The Twitter message from New York Times editor Damon Darlin came minutes after the Federal Aviation Administration began a news conference announcing a change in policy on electronic devices on airplanes. Darlin pinned the credit for switch to a Times reporter. "And thank you Nick Bilton," his message to me read.
Many, many people are like Bilton, Darlin and company, thrilled that the FAA has promised to streamline "the approval of expanded PED use by giving airlines updated, clear guidance." Though each airline will continue to decide for itself, how and when it will allow passengers to use PEDs, the FAA is making it clear, it won't be an obstacle anymore.

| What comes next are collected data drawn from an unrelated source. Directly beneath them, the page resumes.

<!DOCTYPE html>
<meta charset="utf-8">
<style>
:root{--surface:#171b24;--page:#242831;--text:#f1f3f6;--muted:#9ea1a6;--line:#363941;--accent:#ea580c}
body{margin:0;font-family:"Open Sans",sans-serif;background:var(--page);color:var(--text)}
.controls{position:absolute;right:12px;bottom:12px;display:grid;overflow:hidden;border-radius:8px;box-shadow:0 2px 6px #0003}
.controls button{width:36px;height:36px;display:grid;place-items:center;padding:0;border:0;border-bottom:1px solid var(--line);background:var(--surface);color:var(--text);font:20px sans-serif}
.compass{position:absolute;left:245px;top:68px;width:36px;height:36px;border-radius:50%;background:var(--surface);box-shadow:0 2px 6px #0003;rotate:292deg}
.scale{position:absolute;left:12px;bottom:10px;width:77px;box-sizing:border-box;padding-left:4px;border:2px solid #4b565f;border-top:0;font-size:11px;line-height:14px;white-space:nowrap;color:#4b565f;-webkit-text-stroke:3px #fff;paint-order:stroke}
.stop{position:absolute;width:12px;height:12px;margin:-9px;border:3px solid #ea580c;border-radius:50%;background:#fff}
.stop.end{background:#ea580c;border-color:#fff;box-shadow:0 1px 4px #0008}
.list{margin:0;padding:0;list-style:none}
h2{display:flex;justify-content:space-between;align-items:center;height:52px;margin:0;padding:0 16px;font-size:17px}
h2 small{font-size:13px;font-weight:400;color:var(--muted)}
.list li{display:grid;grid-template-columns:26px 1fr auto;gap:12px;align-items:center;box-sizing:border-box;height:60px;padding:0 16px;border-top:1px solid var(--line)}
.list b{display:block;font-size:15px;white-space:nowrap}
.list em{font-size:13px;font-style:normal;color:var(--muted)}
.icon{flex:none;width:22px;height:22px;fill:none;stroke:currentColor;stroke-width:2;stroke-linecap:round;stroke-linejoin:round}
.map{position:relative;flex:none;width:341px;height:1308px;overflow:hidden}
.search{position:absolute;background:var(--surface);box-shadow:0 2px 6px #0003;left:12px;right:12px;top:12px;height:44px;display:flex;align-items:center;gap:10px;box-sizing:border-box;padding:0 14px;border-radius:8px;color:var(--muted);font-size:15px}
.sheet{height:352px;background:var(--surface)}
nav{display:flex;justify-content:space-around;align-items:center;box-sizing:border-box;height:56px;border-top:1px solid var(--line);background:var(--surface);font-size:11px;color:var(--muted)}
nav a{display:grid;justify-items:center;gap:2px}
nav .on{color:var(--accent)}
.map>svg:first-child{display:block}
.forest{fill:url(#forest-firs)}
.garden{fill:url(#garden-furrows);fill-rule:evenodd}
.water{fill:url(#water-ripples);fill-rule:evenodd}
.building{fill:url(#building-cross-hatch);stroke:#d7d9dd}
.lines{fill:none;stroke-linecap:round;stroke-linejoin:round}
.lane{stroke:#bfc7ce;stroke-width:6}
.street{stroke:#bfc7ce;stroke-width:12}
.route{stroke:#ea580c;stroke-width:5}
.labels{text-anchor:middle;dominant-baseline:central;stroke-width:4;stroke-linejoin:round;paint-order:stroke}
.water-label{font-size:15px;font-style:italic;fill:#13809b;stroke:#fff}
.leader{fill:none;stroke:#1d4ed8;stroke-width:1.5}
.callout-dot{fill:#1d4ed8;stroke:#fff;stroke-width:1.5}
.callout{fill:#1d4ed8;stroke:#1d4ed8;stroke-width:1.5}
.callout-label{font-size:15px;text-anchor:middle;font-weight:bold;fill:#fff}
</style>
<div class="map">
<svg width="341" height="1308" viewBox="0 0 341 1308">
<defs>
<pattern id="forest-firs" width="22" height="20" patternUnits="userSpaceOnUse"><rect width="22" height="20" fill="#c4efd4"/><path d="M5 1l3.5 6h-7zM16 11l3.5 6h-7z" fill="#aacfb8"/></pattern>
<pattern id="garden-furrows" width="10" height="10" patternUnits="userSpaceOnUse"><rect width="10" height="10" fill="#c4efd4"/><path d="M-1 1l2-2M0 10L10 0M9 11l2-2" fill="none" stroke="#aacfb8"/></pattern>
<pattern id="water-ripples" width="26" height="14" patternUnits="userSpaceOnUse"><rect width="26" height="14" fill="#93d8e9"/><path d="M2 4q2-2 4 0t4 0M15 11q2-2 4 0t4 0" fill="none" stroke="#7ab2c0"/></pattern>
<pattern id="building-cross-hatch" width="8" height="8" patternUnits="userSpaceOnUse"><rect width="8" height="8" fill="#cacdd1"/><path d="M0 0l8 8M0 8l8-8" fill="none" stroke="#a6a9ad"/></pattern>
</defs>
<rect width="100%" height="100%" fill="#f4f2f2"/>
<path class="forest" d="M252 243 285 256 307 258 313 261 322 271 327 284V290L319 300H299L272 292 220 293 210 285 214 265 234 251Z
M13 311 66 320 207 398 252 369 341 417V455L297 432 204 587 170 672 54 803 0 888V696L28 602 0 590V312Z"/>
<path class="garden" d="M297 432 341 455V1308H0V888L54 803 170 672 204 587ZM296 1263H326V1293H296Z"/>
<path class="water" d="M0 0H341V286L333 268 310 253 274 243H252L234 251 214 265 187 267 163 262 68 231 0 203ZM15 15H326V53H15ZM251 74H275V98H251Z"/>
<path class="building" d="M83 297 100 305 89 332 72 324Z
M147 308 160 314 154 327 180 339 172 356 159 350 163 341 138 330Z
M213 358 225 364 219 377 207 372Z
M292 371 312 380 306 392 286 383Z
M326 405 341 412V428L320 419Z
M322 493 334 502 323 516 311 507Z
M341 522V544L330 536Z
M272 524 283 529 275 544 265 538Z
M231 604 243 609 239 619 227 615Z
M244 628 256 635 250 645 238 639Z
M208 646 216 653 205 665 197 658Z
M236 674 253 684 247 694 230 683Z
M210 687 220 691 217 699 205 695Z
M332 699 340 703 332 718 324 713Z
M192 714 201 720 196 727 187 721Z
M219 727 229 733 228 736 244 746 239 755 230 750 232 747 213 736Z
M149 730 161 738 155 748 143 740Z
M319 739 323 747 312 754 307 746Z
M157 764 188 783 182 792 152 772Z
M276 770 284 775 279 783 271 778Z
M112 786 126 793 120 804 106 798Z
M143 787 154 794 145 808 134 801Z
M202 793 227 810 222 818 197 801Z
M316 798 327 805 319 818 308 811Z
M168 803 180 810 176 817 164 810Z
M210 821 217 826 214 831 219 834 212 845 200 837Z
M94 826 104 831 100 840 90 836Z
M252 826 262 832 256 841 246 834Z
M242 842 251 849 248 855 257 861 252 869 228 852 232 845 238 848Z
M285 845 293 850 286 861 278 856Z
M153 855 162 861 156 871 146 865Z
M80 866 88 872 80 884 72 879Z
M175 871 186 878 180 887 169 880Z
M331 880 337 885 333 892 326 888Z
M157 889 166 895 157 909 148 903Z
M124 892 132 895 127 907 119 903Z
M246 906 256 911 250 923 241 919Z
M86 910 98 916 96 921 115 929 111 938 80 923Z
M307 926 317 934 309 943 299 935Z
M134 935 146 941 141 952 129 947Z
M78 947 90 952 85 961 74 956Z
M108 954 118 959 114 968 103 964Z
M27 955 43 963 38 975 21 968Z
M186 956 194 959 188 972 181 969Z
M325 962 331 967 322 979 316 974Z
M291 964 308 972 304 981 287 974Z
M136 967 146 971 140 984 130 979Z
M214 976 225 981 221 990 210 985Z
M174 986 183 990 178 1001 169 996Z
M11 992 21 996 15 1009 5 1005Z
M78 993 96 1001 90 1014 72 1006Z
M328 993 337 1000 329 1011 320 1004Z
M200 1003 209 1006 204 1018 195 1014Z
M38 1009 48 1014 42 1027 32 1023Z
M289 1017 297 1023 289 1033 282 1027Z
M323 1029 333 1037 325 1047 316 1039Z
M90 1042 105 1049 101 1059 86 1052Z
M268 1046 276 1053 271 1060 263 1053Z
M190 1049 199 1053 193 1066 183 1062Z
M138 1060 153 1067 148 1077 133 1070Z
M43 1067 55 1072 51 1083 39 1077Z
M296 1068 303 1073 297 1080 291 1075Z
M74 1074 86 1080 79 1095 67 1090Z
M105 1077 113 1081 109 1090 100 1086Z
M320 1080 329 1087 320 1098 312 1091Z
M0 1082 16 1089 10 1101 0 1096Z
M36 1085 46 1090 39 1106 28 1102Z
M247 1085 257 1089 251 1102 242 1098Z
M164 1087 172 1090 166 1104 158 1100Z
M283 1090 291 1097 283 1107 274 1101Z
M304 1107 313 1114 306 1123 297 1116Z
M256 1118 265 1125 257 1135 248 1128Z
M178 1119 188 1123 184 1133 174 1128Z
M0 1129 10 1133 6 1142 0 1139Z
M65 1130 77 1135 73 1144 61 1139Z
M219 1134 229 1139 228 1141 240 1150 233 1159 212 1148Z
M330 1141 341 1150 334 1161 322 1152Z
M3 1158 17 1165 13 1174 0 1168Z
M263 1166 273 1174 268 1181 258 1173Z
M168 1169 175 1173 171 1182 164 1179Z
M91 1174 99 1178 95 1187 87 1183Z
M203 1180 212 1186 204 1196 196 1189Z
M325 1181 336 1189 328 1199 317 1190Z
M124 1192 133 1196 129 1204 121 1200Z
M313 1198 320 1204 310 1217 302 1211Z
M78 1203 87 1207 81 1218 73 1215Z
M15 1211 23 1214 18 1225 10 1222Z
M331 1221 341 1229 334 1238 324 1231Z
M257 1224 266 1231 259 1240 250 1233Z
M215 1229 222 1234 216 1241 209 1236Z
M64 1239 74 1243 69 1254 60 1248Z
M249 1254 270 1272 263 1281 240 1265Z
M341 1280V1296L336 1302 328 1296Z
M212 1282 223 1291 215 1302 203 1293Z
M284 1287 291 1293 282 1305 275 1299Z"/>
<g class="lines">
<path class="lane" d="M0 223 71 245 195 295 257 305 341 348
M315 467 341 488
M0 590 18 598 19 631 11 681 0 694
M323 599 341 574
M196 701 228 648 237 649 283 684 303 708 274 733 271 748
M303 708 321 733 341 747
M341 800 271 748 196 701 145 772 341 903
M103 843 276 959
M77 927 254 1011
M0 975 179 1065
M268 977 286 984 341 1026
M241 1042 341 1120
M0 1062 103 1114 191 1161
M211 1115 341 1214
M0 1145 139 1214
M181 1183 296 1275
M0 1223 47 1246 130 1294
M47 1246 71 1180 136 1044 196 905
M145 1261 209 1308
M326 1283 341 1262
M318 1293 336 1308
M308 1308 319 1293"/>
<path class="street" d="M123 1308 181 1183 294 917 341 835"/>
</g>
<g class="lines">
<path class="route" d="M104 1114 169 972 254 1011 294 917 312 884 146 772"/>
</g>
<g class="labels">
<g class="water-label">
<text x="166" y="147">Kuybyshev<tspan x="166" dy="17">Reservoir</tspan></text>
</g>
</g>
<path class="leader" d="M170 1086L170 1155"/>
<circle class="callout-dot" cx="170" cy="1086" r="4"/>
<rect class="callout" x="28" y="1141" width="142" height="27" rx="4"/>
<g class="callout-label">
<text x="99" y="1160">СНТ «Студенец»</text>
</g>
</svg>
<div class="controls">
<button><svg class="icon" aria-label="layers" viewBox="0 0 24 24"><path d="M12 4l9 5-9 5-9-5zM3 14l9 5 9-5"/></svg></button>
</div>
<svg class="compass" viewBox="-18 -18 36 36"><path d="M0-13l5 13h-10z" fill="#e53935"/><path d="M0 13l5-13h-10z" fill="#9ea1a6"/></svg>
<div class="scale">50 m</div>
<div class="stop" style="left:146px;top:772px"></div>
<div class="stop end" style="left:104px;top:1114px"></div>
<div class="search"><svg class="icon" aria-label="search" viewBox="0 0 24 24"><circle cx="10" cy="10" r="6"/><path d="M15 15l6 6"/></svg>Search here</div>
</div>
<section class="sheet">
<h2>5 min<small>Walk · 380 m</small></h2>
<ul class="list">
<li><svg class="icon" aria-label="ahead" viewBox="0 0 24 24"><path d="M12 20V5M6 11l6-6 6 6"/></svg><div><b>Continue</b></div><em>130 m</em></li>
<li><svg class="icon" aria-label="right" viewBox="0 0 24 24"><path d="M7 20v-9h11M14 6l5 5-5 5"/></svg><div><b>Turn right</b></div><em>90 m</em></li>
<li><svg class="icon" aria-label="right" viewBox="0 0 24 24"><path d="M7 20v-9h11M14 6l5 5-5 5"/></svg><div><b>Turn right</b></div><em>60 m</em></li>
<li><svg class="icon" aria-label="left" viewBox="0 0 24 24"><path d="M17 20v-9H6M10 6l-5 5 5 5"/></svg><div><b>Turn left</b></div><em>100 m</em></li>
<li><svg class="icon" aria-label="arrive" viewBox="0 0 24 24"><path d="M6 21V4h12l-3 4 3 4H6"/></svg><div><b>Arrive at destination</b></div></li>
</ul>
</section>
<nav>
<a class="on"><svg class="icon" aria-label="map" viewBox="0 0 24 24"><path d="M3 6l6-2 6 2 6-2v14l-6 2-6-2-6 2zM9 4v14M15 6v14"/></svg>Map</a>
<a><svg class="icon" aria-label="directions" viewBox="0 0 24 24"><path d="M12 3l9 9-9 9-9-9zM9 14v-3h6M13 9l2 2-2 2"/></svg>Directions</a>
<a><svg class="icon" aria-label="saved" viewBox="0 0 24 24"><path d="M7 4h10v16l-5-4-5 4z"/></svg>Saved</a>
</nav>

As I've written many times, both for the Times and on this blog, electronic devices interfere with airplane systems. In the report on which the FAA based its new policy, the panel of experts reiterate that much remains unclear about the impact of EMI emitting devices on air safety. Here are five of the many alarming points made by the FAA's advisory committee.
- The potential for interference depends on the aircraft, its systems and the PED.
- Even newer aircraft have sensitive receivers that may be vulnerable to emissions from PEDs.
- Some ground based navigational aids may be as receptive to interference now as they were in the 1960s
- Navigation assistance for ILS approaches may also be impacted
- Devices transmitting a signal like Wifi or Bluetooth, that can generate spurious signals, are an even greater concern.
Those troubles and more, however, had to be balanced against a population of travelers who did not believe the worries were real and voted with their power on buttons.
Whether the electronics and inflight entertainment industry pushed their agenda I can't say, though Bilton quoted them many times. The Washington Post's Lydia DiPillis suggests that Amazon executive Paul Misener was a questionable choice to head up the FAA's advisory committee. (This took considerable courage since her new boss is Amazon chieftan Jeff Bezos.)
DiPillis' worry, that scientific ethics could be compromised by putting someone with a financial outcome in the decision in charge of fact finding could be true. Except, it doesn't appear that the committee's alarming conclusions were squelched at all. Reasonable people reading the report have to wonder, "Is this a good idea?" (See points made above, or read the report yourself by clicking here.)
The majority of the flying public trusts the FAA is making this decision with air safety first and foremost because they want that to be the case.
The fact of the matter is that the facts don't matter. With a report that suggests safety issues exist, the FAA welcomes the widespread use of devices on airplanes. The science takes a backseat to other factors -- social, political, economic and logistical.
So now we have an outcome. Whether it's a good or a bad one, remains to be seen.